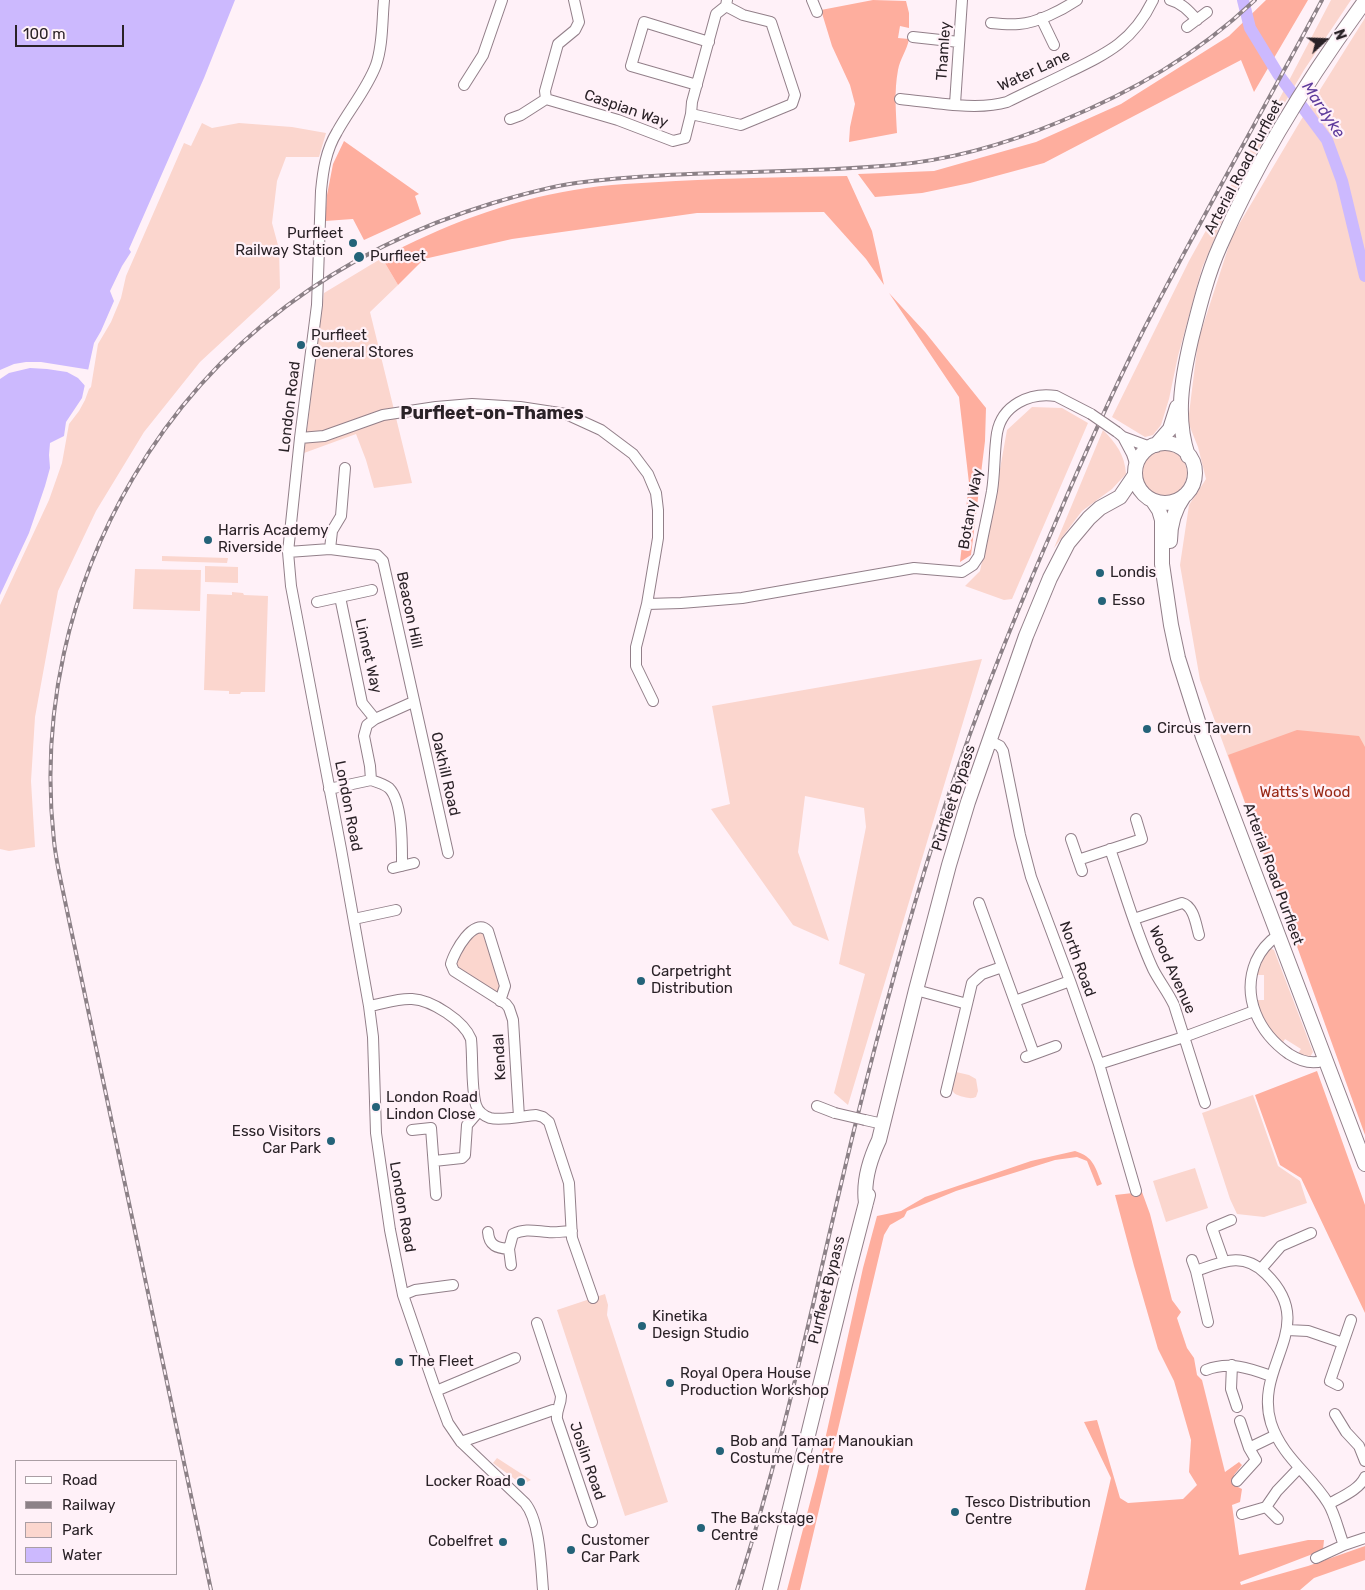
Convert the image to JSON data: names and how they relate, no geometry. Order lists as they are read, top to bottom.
{
  "streets": {
    "main road": ["Arterial Road Purfleet", "Purfleet Bypass"],
    "street": [
      "Thamley",
      "Water Lane",
      "Caspian Way",
      "London Road",
      "Botany Way",
      "Beacon Hill",
      "Linnet Way",
      "Oakhill Road",
      "North Road",
      "Wood Avenue",
      "Kendal",
      "Joslin Road"
    ]
  },
  "crossings": [
    ["Thamley", "Water Lane"],
    ["Arterial Road Purfleet", "Botany Way"],
    ["Arterial Road Purfleet", "Purfleet Bypass"],
    ["London Road", "Beacon Hill"],
    ["Botany Way", "Purfleet Bypass"],
    ["Beacon Hill", "Linnet Way"],
    ["Beacon Hill", "Oakhill Road"],
    ["Linnet Way", "Oakhill Road"],
    ["Purfleet Bypass", "North Road"]
  ],
  "districts": ["Purfleet-on-Thames"],
  "water": ["Mardyke"],
  "parks": ["Watts's Wood"],
  "places": [
    "Purfleet Railway Station",
    "Purfleet",
    "Purfleet General Stores",
    "Harris Academy Riverside",
    "Londis",
    "Esso",
    "Circus Tavern",
    "Carpetright Distribution",
    "London Road Lindon Close",
    "Esso Visitors Car Park",
    "Kinetika Design Studio",
    "The Fleet",
    "Royal Opera House Production Workshop",
    "Bob and Tamar Manoukian Costume Centre",
    "Locker Road",
    "Tesco Distribution Centre",
    "The Backstage Centre",
    "Cobelfret",
    "Customer Car Park"
  ],
  "legend": [
    "Road",
    "Railway",
    "Park",
    "Water"
  ],
  "scale_bar": "100 m",
  "north": "right"
}
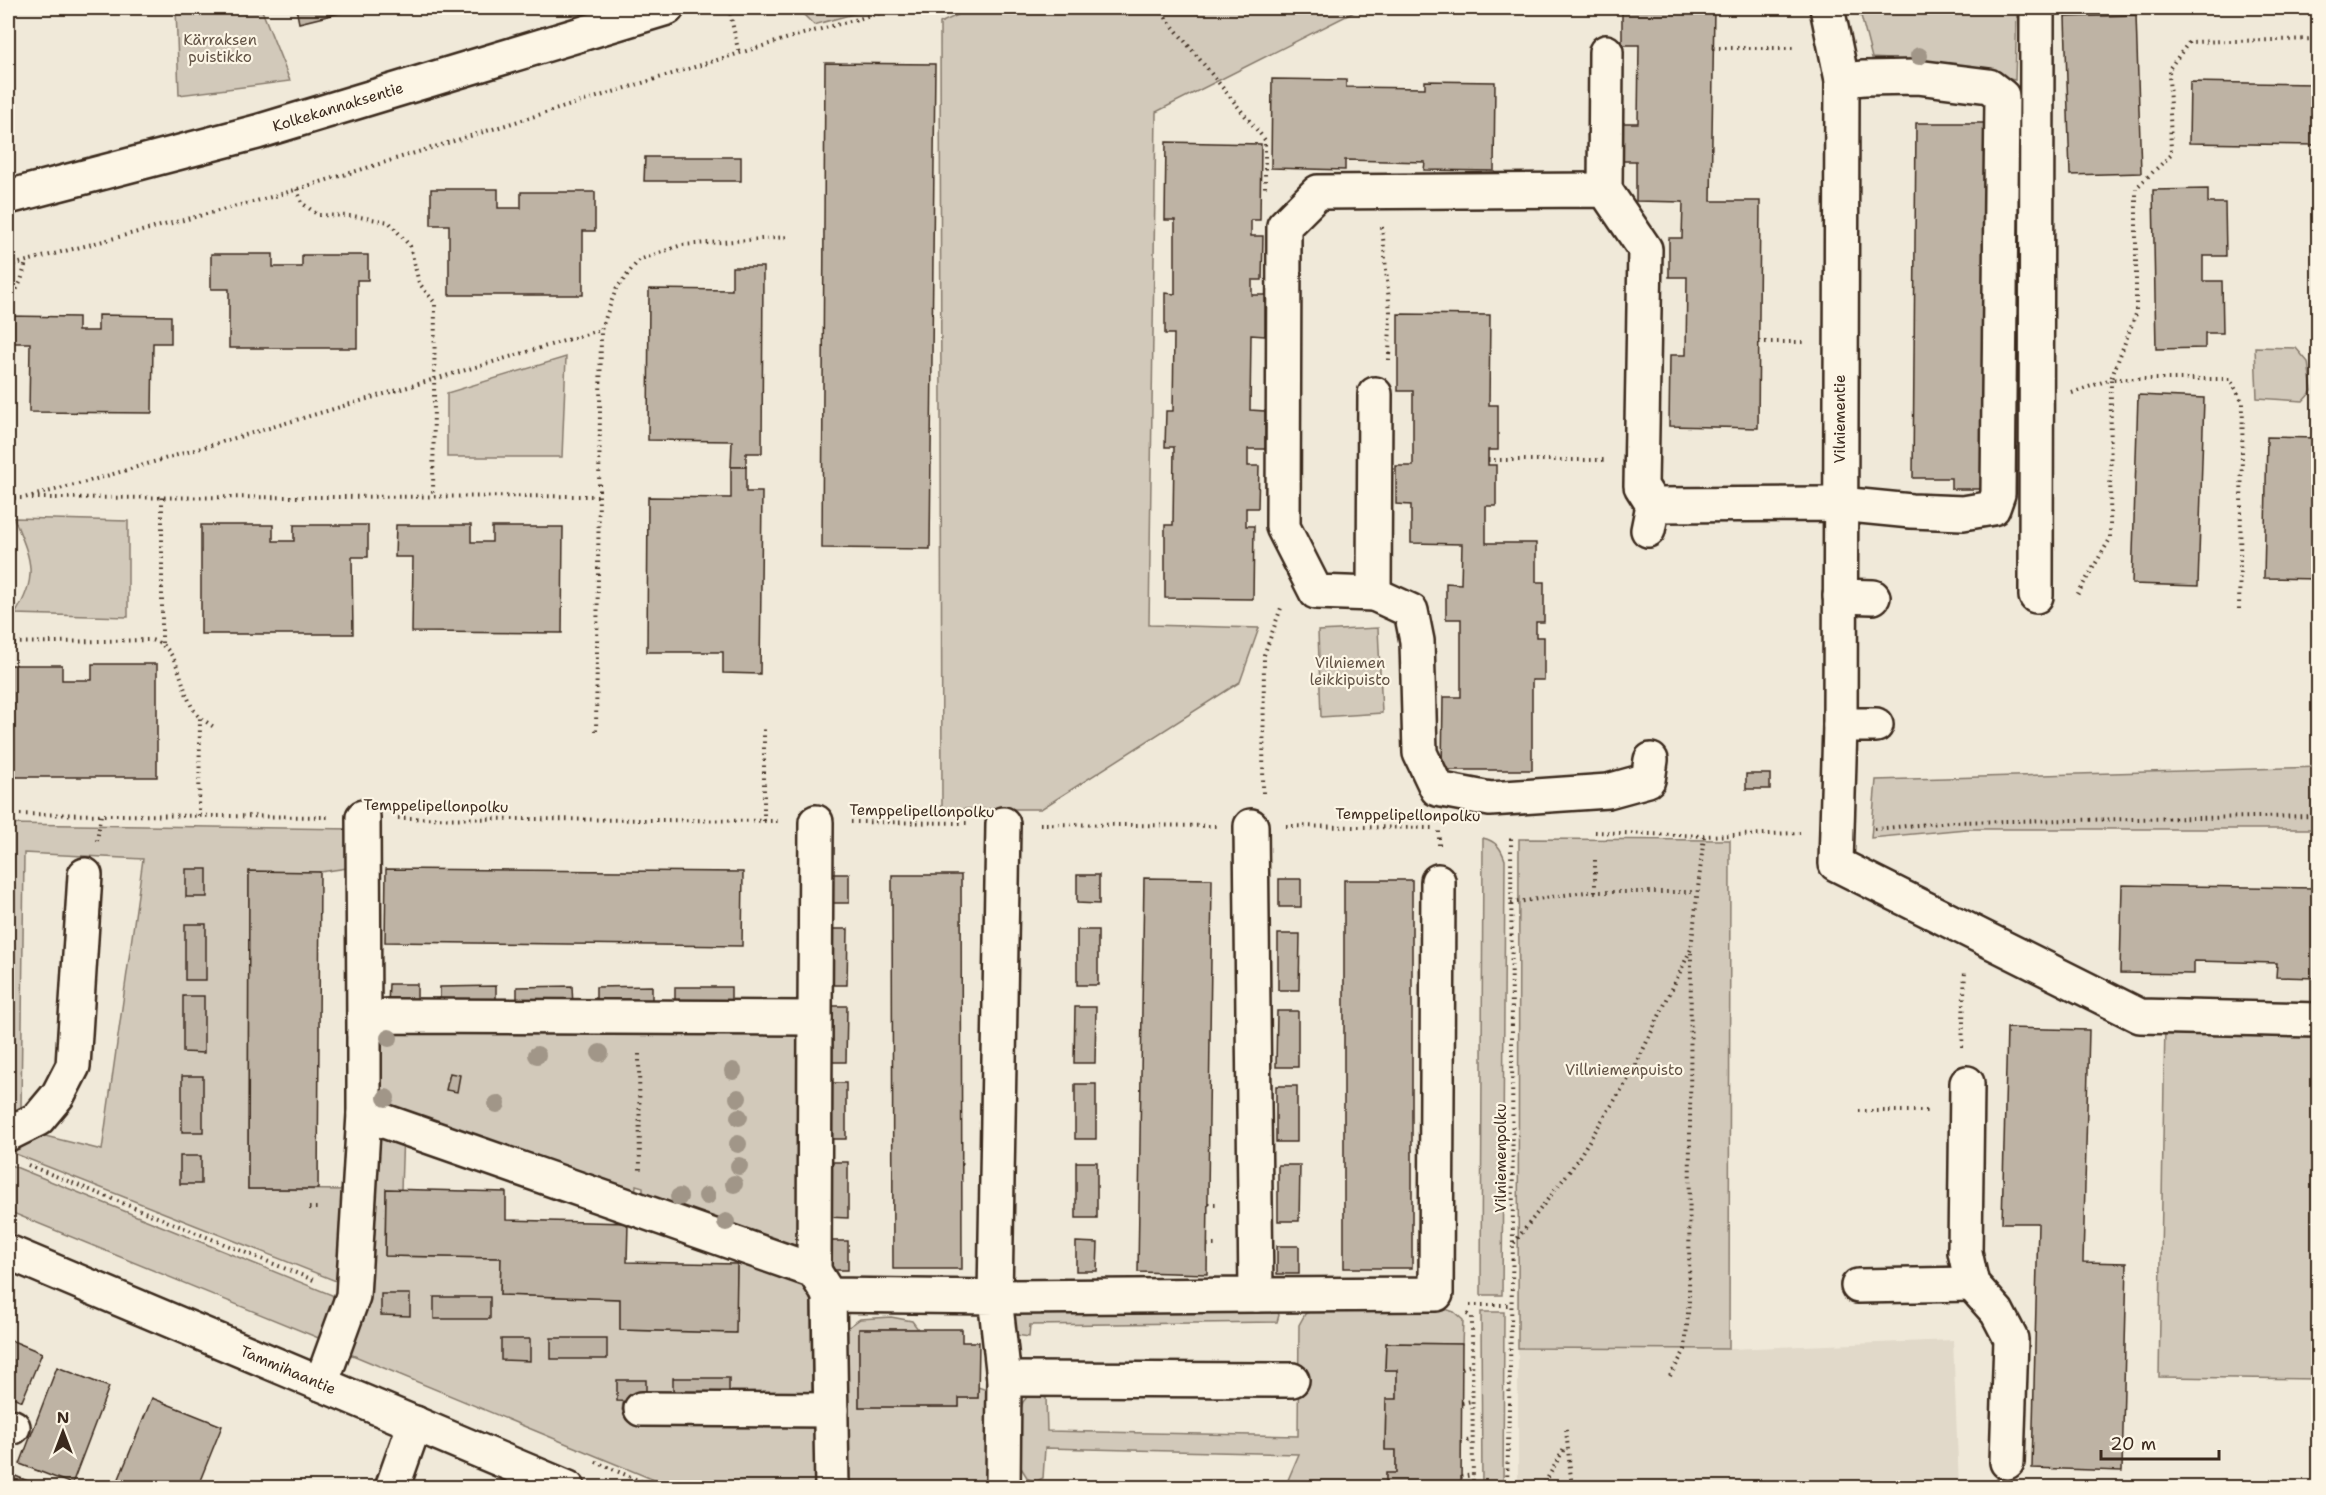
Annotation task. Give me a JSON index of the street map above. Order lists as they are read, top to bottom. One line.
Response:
{"streets":{"street":["Kolkekannaksentie","Vilniementie","Tammihaantie"],"path":["Temppelipellonpolku","Vilniemenpolku"]},"parks":["Kärraksen puistikko","Vilniemen leikkipuisto","Villniemenpuisto"],"scale_bar":"20 m","north":"top"}
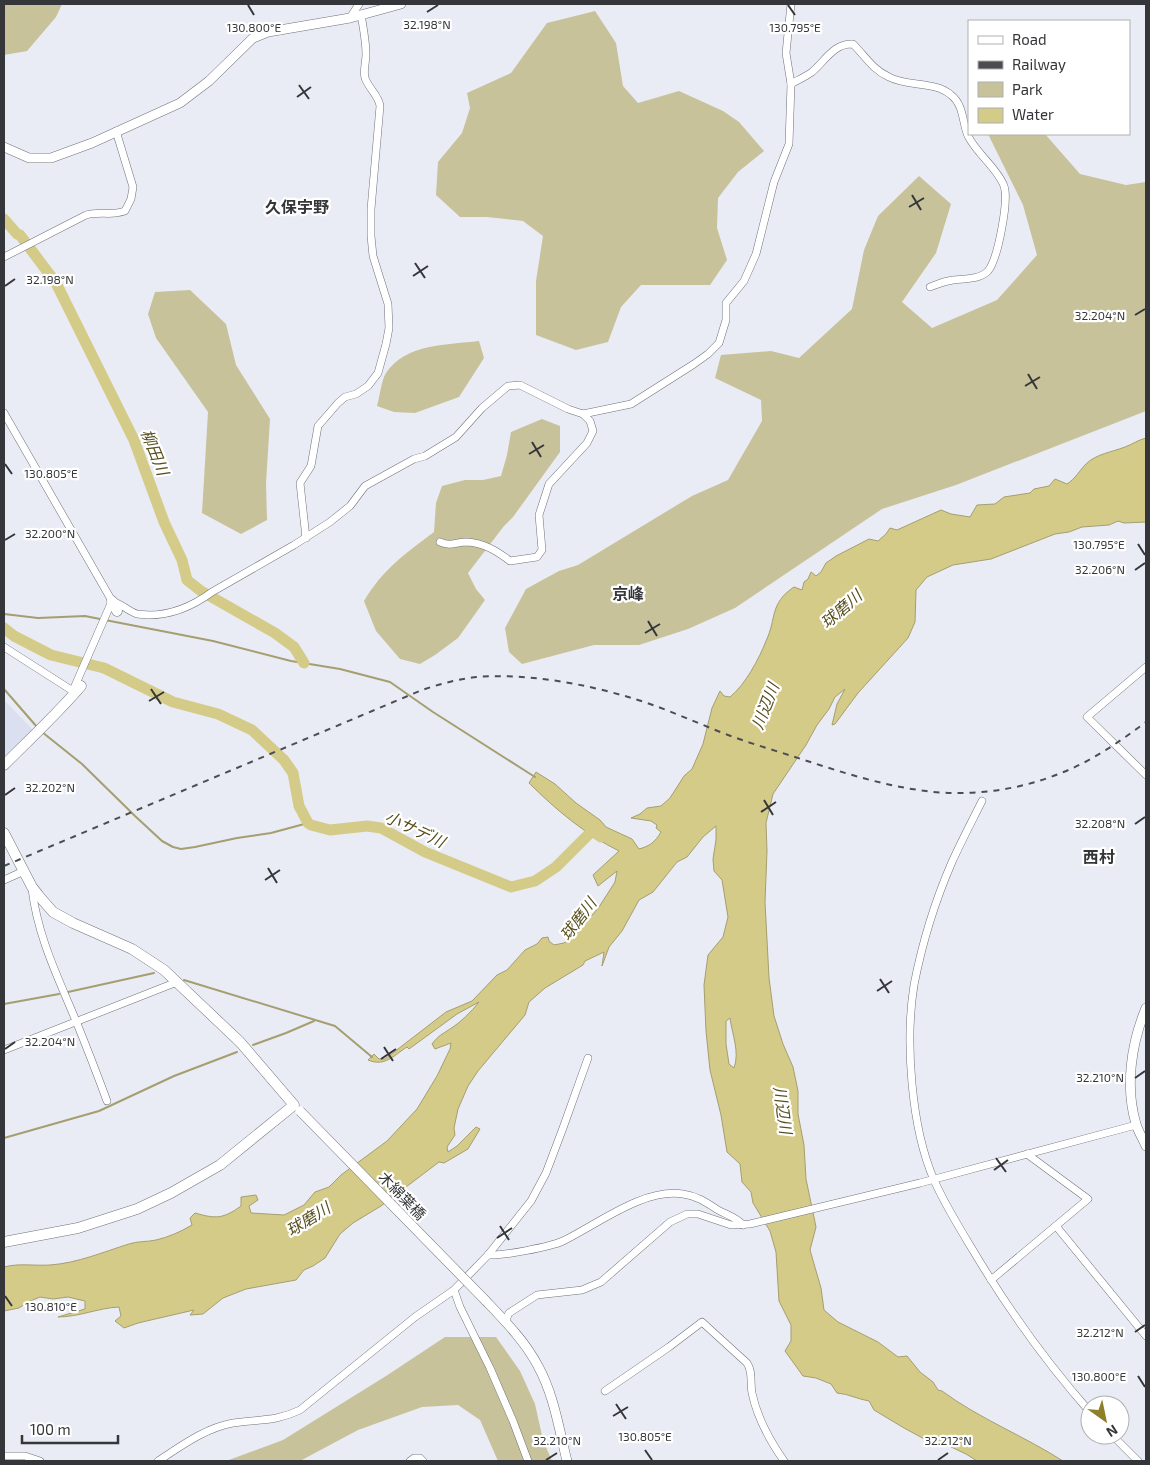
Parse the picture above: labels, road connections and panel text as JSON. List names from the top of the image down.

--*--

-- Work instructions --
Search the preceding listing for "above" and extract every line where it is found.

-- Written response --
Annotation task. Give me a JSON index of the street map above. Order lists as they are read, top to bottom. One line.
Parse the picture above: labels, road connections and panel text as JSON. List names from the top of the image down.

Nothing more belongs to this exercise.